During the seven month bombings on Britain, over 40,000 civilians were killed and over 100,000 injured while millions left homeless. Of those horrifying figures, nearly 30,000 of the casualties were in London as were 60% of the destroyed homes.
Many Londoners assumed volunteer positions at night after their day job in an effort to do their bit for Britain, taking on positions as nurses, fire fighters, Air Raid Precautions Wardens or even manning mobile cantinas to bring tea and comfort to those in need.
A backdrop such as this is an incredible inspiration for a WWII historical fiction, especially after I learned about a particularly brutal bombing of the publishing district on Paternoster Row at the end of 1940 when over 5 million books were destroyed. In such horrific events, it is often that we find ourselves coming together as a community to overcome our struggles and, in my opinion, there is no better community than one centered on books.
As a lifelong reader, I can attest to the number of difficulties books have helped me through. And so the idea of a small bookshop bringing together the people of London in such trying times came about.

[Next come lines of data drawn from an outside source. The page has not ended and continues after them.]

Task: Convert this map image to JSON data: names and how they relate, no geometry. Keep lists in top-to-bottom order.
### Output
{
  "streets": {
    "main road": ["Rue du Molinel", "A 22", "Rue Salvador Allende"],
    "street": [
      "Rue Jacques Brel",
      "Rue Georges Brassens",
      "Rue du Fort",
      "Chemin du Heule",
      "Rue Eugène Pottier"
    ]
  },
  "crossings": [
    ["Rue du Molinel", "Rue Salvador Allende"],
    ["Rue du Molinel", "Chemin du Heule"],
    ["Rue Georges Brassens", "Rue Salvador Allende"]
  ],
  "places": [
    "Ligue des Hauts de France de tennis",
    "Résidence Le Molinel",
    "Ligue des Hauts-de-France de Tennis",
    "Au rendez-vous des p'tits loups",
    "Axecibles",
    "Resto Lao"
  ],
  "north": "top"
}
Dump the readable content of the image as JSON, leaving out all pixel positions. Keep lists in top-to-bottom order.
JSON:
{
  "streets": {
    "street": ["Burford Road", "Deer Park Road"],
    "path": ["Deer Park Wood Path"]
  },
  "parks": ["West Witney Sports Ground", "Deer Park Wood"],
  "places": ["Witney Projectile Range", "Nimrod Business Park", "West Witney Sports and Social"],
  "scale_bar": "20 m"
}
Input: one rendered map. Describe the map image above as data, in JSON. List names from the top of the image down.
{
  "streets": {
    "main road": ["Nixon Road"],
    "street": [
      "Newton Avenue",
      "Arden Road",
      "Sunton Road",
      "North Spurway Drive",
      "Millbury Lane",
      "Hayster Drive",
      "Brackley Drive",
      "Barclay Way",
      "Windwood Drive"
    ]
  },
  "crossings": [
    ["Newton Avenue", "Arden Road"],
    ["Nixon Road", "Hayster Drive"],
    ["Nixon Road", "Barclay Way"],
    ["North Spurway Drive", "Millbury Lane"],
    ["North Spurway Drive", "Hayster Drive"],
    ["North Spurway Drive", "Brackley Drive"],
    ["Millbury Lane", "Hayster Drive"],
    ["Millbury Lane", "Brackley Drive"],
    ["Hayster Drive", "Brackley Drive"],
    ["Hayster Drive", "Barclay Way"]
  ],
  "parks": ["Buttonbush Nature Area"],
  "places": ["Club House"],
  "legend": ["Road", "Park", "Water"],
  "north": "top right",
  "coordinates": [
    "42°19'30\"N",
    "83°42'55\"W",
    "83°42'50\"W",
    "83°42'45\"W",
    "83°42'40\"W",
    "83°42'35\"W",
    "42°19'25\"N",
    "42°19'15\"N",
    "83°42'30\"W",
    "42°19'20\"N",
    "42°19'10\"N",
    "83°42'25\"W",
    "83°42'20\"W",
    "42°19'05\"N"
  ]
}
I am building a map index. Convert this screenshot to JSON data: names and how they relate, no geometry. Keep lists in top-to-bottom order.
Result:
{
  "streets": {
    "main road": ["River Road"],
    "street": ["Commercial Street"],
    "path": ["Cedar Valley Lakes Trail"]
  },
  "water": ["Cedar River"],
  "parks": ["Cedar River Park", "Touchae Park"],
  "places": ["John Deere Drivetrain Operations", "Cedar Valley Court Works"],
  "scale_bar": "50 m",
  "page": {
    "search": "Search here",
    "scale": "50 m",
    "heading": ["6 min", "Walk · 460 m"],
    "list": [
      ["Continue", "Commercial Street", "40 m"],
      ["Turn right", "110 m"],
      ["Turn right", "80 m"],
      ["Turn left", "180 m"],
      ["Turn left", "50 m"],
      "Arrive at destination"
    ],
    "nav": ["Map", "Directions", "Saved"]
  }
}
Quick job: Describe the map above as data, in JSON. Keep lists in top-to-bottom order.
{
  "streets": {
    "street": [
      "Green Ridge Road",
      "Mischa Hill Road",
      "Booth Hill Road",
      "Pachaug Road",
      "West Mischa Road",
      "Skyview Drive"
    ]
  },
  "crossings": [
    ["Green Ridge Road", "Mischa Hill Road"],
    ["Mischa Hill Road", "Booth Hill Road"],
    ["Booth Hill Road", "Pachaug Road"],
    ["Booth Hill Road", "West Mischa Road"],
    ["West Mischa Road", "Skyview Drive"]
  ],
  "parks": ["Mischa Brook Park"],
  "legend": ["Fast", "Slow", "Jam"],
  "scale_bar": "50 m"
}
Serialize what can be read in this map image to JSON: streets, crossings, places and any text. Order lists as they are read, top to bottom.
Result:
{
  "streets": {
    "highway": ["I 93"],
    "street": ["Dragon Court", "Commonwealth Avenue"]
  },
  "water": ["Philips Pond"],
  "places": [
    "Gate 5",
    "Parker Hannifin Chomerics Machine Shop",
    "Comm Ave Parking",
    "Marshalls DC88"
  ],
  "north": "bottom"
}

In addition to sharing the experience Londoners endured during the Blitz, I also wanted The Last Bookshop in London to be a celebration of reading. It is entirely for this reason that I made the heroine, Grace Bennett, not much of a reader when the book first begins. Hers is a journey of discovery, not only of what she is capable of in such desolate times, but also into the magical of reading. It is through her eyes that I want readers to recall those delicious moments where that one perfect book throws open the doors of one’s imagination and pulls them into the incredible world of reading.
Writing The Last Bookshop in London was an incredible experience for me, one I hope readers enjoy as they share in Grace’s experience through the war and through books and finding hope through it all.